NEPAL – Decriminalisation of abortion recommended

In 2015, the Constitution of Nepal guaranteed safe motherhood and reproductive health rights as women’s fundamental rights, reiterating Nepal’s earlier commitment to women’s reproductive rights.  On 18 September 2018, Nepal enacted the Safe Motherhood and Reproductive Health Rights Act, and on 12 October 2020, adopted the Safe Motherhood and Reproductive Health Rights Regulation (SMRHR). The SMRHR Act aims to respect, protect and fulfil safe motherhood and women’s reproductive health rights, and to provide safe, quality, affordable, and accessible maternal and reproductive health services, including safe abortion among others. It also specifically recognises women’s right to access abortion as a right to reproductive health. The Act also allows abortion with the consent of the pregnant woman up to 12 weeks of gestation. It also permits abortion up to 28 weeks of gestation for pregnancies resulting from rape or incest, in situations where the woman suffers from HIV  or a similar incurable disease, or when failure to undertake an abortion may pose a threat to the life of the woman, adversely affect her mental or physical health, or cause a fetal impairment. It specifically prohibits forced abortion – i.e. when the procedure is performed without the consent of the pregnant woman or when force, violence, or intimidation are used against her.

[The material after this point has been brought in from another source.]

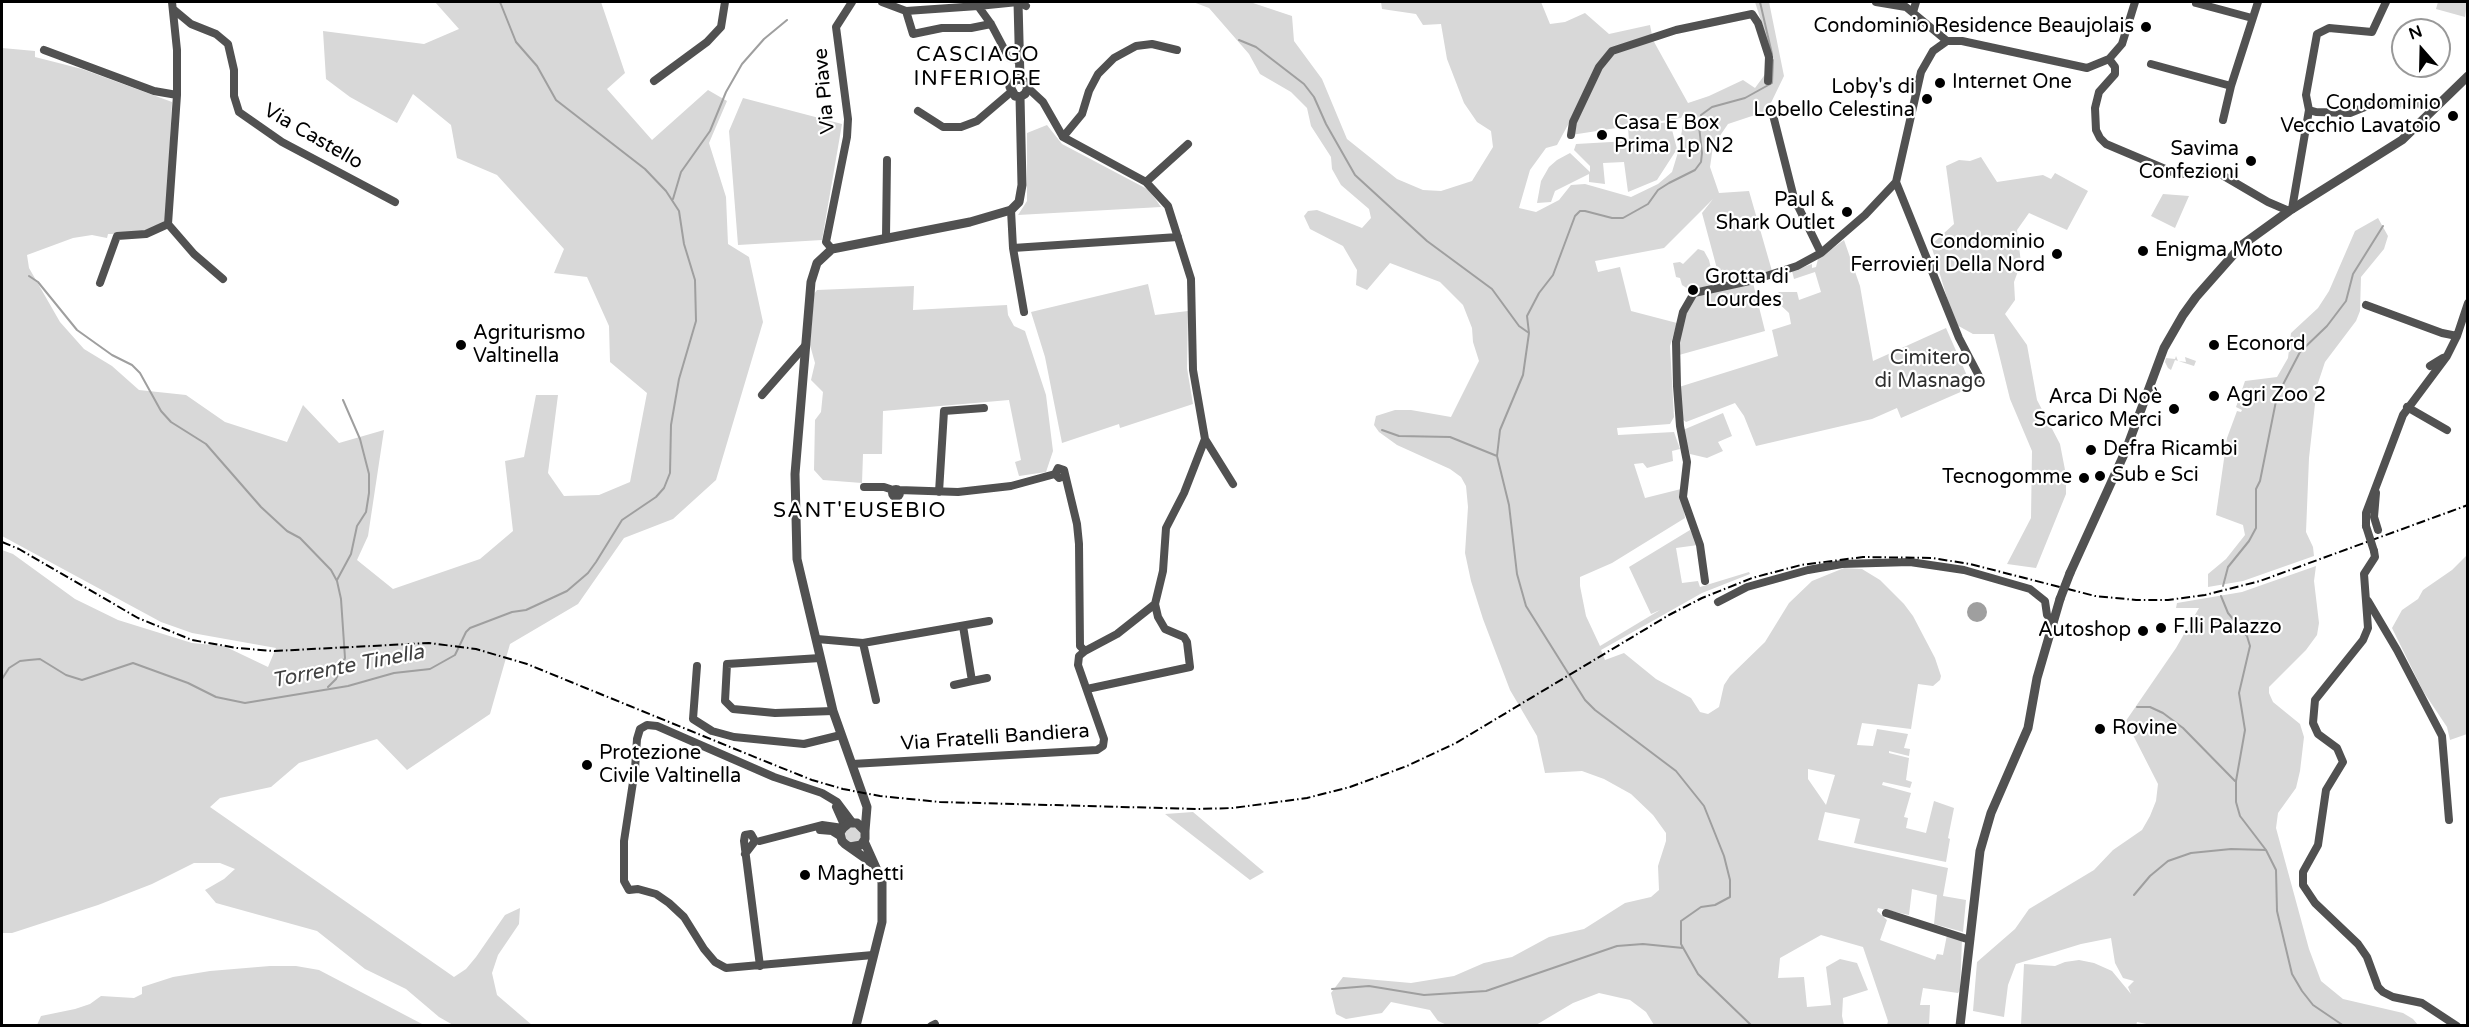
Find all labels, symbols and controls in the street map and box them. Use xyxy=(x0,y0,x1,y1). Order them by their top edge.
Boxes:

Abortion was partially legalised in Nepal in 2002, following advocacy efforts highlighting high maternal mortality from unsafe abortion. A study published in Plos ONE in 2013, covering the years 2002-2010, found that law reform had led to reductions in the most serious complications of unsafe abortion. The study concluded:

“Over the study period, health care use and the population of reproductive aged women increased. Total fertility also declined by nearly half, despite relatively low contraceptive prevalence. Greater numbers of women likely obtained abortions and sought hospital care for complications following legalization, yet we observed a significant decline in the rate of serious abortion morbidity. The liberalization of abortion policy in Nepal has benefited women’s health, and likely contributes to falling maternal mortality in the country. The steepest decline was observed after expansion of the safe abortion program to include midlevel providers, second trimester training, and medication abortion, highlighting the importance of concerted efforts to improve access. Other countries contemplating changes to abortion policy can draw on the evidence and implementation strategies observed in Nepal.”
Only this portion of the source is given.